Seharusnya dimana-mana, yang namanya bangunan untuk Sekolah Menengah Pertama memiliki syarat luas yang sama. Tapi sayangnya bangunan yang ada di depan matanya ini jelas jauh lebih luas bahkan dari Main Building sekolahnya, "Teiko memiliki tiga lapangan indoor dan dua lapangan outdoor," samar-samar Isogai mendengar sahabatnya menerangkan kepada teman-temannya. Di samping pemuda bersurai sewarna jeruk itu, Touka Yada membagikan kertas selembar kepada rekan-rekannya yang pada akhirnya sampai juga di tangannya.
Pembagian Tempat, begitulah kata-kata yang tertera di bagian atas kertas.
"Setiap anggota dari Generation of Miracle akan mengajari kalian secara privat di satu lapangan," Hiroto Maehara menjelaskan, "Dan aku, Yada-san, serta Ritsu sudah membuat urutan untuk kalian semua.

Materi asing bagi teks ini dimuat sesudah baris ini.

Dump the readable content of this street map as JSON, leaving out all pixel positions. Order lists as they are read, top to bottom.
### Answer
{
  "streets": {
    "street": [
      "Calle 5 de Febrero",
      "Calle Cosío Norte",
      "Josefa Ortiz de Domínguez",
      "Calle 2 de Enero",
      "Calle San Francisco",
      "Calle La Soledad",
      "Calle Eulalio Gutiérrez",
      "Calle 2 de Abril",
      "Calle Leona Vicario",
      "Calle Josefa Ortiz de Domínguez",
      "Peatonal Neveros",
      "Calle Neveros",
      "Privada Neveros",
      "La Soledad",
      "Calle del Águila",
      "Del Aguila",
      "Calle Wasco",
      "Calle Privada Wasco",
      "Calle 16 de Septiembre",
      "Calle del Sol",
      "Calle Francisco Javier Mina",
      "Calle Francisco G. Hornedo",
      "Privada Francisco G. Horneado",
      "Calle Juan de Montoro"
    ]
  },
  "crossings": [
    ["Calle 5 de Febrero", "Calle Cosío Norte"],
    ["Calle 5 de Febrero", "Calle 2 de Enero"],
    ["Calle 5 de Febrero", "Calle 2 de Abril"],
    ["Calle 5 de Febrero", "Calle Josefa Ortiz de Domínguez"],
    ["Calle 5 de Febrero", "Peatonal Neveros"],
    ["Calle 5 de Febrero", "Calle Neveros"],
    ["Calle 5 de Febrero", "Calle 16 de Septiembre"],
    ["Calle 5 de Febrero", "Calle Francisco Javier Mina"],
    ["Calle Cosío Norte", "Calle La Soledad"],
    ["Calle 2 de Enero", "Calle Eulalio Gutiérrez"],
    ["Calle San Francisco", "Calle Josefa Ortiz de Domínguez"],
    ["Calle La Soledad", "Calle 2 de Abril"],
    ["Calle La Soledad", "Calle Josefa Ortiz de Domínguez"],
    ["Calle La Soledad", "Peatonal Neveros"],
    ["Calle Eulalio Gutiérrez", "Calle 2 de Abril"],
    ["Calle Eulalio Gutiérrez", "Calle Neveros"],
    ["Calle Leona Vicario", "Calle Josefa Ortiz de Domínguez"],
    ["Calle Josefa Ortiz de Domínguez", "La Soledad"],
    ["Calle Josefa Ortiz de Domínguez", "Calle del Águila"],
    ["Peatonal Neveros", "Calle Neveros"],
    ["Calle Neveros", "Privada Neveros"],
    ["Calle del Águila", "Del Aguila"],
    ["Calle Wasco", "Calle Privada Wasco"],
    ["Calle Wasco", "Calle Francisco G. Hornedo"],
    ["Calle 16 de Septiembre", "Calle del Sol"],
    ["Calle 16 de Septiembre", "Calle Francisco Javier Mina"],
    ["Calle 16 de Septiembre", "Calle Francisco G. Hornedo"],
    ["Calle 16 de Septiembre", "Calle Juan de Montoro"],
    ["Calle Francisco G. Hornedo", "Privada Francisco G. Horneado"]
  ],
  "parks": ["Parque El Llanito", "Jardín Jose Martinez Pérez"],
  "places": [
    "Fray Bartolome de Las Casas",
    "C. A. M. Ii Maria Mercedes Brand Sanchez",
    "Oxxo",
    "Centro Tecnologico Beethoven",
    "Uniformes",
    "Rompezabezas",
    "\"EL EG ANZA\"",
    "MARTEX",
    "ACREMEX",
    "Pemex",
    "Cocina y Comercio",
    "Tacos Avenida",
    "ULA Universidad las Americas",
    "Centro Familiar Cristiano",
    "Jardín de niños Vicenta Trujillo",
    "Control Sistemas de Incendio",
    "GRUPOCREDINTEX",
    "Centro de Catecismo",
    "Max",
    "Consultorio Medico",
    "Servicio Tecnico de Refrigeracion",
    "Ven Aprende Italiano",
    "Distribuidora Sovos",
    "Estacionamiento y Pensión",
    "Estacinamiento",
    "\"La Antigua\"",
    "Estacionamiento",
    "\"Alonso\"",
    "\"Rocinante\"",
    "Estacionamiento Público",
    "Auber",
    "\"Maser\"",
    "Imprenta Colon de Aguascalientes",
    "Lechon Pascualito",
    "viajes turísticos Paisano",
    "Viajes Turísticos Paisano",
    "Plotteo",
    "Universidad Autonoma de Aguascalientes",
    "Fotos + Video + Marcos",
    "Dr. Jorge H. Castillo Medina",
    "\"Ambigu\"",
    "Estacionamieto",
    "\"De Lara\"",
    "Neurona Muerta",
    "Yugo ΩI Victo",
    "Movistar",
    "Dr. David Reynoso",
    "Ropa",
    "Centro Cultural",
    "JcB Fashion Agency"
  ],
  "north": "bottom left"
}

Jadi tidak semua anggota akan masuk ke lapangan yang sama, perhatikan baik-baik urutan kalian."
"Waktu kalian belajar di lapangan masing-masing satu jam, dengan perkiraan mobilisasi pindah lapangan setengah jam," Ritsu muncul secara berbarengan di layar telepon genggam masing-masing anggota kelas 3-E dan menambahkan, "Jadi kita akan kembali lagi kumpul disini sekitar jam 7 malam untuk kembali ke hotel dan beristirahat."
"Pemilihan anggota tim yang akan bermain di class meeting akan kami umumkan besok pagi, dengan pertimbangan dari para anggota Generation of Miracle beserta manajer mereka dan Karasuma-sensei serta Koro-sensei," Yada melanjutkan, "Jadi mohon latihan dengan serius."
"Well, ada pesan-pesan, Ketua Kelas?" serentak semuanya mengalihkan perhatian mereka kepada Isogai.
"Um," Isogai menggaruk bagian belakang kepalanya, "Jangan sia-siakan kesempatan yang ada. Kita pasti bisa mengalahkan kelas A," yeah, sepertinya kalimat motivasinya tidak terdengar terlalu memuaskan.
"Yeah! Kita bantai anak-anak Kelas A!" tapi mungkin kalimat motivasnya mampu membakar semangat Ryouma Terasaka dan beberapa anak lainnya. Siapa tahu? Terkadang menjadi ketua kelas sedikit membingungkan.
"Isogai-kun!" rupanya Tomohito Sugino menuju Lapangan Indoor A, tempat yang dituju Isogai juga. Sepertinya ia dan penggila baseball itu memiliki tujuan yang sama, "Lapangan Indoor A, eh?"
Isogai mengangguk singkat, Sugino hanya diam berjalan di samping Isogai. Dibelakang mereka berdua, ada tiga orang rekan-rekan kelas E yang lain yang asyik berdebat soal kelemahan kelas A, "Hari ini baumu berbeda," tiba-tiba Sugino berkomentar dengan out of topic-nya.
"Eh, benarkah?" mungkin parfum yang diberikan oleh Okuda-san tidak cocok dengan dirinya? Tapi gadis itu bilang ia membuat parfum yang cocok untuk masing-masing personil kelas E. mungkin hidung Sugino yang salah? "Aku memakai parfum yang diberikan Okuda-san. Wanginya aneh?"
Sugino menghirup dalam-dalam udara di dekat pipi Isogai, kemudian sepertinya secara insting lidahnya menjilati bibirnya sendiri, "Wanginya seperti takoyaki."
Isogai tertawa dibuatnya. Mana ada parfum berbau takoyaki? "Mungkin hanya perasaanmu saja."
"Baumu enak," Sugino melanjutkan, "Aku jadi ingin memakanmu."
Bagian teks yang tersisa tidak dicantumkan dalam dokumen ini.